[Data supplied — start]
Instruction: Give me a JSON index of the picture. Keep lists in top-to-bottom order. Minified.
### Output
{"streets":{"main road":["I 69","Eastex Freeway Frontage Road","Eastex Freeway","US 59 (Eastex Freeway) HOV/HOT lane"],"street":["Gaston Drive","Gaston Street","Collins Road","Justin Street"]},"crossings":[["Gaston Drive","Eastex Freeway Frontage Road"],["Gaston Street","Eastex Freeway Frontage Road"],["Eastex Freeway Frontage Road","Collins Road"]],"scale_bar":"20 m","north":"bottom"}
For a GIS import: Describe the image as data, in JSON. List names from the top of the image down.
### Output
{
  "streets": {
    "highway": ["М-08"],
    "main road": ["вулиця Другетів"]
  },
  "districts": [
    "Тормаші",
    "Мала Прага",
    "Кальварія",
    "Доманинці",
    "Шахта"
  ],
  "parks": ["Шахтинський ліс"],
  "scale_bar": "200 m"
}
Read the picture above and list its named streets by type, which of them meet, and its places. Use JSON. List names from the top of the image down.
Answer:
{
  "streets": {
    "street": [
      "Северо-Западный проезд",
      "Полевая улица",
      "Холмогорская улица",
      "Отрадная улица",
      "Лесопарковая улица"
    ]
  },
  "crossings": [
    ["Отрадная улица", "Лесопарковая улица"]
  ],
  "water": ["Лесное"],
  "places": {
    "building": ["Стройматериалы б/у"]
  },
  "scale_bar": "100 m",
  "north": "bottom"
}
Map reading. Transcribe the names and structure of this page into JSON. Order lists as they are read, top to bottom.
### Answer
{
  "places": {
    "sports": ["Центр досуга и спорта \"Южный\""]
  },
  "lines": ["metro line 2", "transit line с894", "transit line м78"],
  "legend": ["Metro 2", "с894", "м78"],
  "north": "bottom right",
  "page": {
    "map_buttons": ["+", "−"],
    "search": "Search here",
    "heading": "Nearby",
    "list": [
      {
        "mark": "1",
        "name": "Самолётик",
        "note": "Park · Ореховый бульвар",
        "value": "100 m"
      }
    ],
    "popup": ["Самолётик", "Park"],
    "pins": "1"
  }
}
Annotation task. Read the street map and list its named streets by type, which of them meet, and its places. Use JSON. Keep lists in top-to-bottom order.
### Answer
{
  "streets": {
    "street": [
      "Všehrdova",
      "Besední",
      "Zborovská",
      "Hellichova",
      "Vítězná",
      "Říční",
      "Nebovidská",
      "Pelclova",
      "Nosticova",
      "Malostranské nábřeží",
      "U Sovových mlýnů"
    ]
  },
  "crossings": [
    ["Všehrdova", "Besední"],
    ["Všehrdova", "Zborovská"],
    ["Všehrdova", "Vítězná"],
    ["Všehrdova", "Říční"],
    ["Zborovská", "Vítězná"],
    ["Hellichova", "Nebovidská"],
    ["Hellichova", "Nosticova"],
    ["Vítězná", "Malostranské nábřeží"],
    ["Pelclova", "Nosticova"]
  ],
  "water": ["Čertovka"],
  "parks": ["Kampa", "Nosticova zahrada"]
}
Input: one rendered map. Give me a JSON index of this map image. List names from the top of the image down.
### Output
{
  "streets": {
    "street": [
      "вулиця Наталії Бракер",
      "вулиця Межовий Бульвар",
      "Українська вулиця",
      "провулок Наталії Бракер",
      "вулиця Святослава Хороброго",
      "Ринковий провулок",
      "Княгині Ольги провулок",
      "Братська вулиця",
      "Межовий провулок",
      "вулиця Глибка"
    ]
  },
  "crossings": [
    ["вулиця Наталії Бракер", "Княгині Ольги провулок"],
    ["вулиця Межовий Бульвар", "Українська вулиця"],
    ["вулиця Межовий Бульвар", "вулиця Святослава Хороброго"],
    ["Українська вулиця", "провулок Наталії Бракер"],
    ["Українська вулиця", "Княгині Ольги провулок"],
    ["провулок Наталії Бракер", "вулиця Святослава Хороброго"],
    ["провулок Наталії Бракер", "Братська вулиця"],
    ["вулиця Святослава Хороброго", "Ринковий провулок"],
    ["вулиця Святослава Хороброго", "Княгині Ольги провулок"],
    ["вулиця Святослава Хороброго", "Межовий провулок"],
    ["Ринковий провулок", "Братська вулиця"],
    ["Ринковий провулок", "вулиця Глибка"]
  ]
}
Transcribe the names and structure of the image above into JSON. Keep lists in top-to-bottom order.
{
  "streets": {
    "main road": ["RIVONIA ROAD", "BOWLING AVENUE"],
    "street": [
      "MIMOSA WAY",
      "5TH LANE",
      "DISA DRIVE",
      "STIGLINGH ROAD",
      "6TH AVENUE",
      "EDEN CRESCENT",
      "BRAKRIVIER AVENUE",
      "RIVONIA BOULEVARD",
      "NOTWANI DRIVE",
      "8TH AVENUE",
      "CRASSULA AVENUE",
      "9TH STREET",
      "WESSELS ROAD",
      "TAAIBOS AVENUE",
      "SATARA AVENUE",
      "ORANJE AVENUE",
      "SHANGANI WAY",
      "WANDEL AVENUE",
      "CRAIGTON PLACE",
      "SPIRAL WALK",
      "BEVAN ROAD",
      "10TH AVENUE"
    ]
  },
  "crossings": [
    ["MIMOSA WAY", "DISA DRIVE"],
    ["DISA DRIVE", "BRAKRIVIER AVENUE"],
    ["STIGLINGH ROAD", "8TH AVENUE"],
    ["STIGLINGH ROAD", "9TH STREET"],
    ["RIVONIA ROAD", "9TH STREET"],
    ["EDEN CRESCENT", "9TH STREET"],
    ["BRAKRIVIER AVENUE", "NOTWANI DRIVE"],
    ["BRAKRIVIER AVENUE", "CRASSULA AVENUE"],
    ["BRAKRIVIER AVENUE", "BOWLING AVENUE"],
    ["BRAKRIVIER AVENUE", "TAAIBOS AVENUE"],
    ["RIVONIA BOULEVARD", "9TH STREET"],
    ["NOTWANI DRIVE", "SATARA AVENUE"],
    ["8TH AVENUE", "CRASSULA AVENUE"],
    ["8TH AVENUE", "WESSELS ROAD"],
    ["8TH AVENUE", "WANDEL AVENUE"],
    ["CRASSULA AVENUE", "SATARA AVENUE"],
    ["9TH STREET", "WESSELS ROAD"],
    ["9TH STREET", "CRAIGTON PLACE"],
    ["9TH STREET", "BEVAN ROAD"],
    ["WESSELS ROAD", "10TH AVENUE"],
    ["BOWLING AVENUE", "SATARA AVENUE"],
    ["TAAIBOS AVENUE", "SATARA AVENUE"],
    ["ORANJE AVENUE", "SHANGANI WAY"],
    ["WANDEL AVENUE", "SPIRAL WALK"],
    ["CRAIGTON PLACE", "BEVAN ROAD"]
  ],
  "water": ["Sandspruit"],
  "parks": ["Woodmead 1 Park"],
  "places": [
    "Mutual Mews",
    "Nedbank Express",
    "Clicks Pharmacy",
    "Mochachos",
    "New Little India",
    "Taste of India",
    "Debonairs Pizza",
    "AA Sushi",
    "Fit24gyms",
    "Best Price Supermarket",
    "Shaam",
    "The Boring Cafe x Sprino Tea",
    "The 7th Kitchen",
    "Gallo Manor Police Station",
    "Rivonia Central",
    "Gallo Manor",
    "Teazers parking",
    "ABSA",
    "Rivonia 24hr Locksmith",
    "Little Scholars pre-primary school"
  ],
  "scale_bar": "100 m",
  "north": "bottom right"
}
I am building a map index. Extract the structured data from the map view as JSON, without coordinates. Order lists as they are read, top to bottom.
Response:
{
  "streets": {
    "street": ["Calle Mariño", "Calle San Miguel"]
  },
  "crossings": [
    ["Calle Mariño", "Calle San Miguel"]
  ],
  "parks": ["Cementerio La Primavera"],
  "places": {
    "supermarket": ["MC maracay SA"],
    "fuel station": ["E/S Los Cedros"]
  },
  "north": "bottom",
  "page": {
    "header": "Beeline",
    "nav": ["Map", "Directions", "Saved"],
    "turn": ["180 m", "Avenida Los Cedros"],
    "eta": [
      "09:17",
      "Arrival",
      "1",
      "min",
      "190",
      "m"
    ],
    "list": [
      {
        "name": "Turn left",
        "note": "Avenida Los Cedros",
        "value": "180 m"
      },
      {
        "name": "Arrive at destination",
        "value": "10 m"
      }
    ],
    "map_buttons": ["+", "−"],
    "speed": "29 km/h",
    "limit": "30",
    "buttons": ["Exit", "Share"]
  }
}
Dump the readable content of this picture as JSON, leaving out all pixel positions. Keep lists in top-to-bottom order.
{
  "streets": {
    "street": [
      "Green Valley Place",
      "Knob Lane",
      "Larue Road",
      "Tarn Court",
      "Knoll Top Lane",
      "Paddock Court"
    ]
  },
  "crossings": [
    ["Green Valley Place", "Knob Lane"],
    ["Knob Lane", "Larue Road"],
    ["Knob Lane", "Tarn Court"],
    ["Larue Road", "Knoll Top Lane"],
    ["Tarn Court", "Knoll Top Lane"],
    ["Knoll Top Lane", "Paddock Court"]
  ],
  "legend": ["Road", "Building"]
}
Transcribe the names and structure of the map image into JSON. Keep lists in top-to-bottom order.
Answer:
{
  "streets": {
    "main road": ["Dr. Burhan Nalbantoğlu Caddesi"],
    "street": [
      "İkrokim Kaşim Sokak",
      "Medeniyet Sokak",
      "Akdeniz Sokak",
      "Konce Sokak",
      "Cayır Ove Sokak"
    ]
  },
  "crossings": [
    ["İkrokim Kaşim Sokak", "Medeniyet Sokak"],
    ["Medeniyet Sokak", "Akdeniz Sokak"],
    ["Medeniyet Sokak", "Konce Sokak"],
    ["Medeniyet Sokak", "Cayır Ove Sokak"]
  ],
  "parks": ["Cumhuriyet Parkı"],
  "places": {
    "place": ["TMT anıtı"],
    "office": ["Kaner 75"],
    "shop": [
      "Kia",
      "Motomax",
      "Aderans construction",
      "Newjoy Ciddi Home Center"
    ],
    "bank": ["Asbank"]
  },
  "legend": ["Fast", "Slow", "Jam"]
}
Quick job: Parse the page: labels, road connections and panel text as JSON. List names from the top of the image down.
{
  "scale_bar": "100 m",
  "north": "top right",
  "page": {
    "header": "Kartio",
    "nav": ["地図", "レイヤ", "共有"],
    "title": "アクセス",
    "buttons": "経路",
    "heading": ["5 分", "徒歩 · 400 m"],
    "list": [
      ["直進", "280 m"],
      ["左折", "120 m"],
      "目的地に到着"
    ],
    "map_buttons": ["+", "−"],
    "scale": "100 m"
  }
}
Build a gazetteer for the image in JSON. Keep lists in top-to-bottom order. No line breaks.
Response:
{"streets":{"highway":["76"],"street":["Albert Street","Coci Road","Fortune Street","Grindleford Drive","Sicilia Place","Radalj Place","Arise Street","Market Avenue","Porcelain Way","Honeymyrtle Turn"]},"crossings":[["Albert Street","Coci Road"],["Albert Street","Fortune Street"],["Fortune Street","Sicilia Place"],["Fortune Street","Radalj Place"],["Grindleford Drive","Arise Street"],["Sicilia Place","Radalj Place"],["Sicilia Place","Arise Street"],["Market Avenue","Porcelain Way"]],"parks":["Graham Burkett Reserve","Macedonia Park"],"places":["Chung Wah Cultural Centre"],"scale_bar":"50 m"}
[Data supplied — finish]
Task description:
Copy the entries above exactly, but only from the line holding "Read the picture" through the line holding "Annotation task. Read", both included.

Solution for this problem:
Read the picture above and list its named streets by type, which of them meet, and its places. Use JSON. List names from the top of the image down.
Answer:
{
  "streets": {
    "street": [
      "Северо-Западный проезд",
      "Полевая улица",
      "Холмогорская улица",
      "Отрадная улица",
      "Лесопарковая улица"
    ]
  },
  "crossings": [
    ["Отрадная улица", "Лесопарковая улица"]
  ],
  "water": ["Лесное"],
  "places": {
    "building": ["Стройматериалы б/у"]
  },
  "scale_bar": "100 m",
  "north": "bottom"
}
Map reading. Transcribe the names and structure of this page into JSON. Order lists as they are read, top to bottom.
### Answer
{
  "places": {
    "sports": ["Центр досуга и спорта \"Южный\""]
  },
  "lines": ["metro line 2", "transit line с894", "transit line м78"],
  "legend": ["Metro 2", "с894", "м78"],
  "north": "bottom right",
  "page": {
    "map_buttons": ["+", "−"],
    "search": "Search here",
    "heading": "Nearby",
    "list": [
      {
        "mark": "1",
        "name": "Самолётик",
        "note": "Park · Ореховый бульвар",
        "value": "100 m"
      }
    ],
    "popup": ["Самолётик", "Park"],
    "pins": "1"
  }
}
Annotation task. Read the street map and list its named streets by type, which of them meet, and its places. Use JSON. Keep lists in top-to-bottom order.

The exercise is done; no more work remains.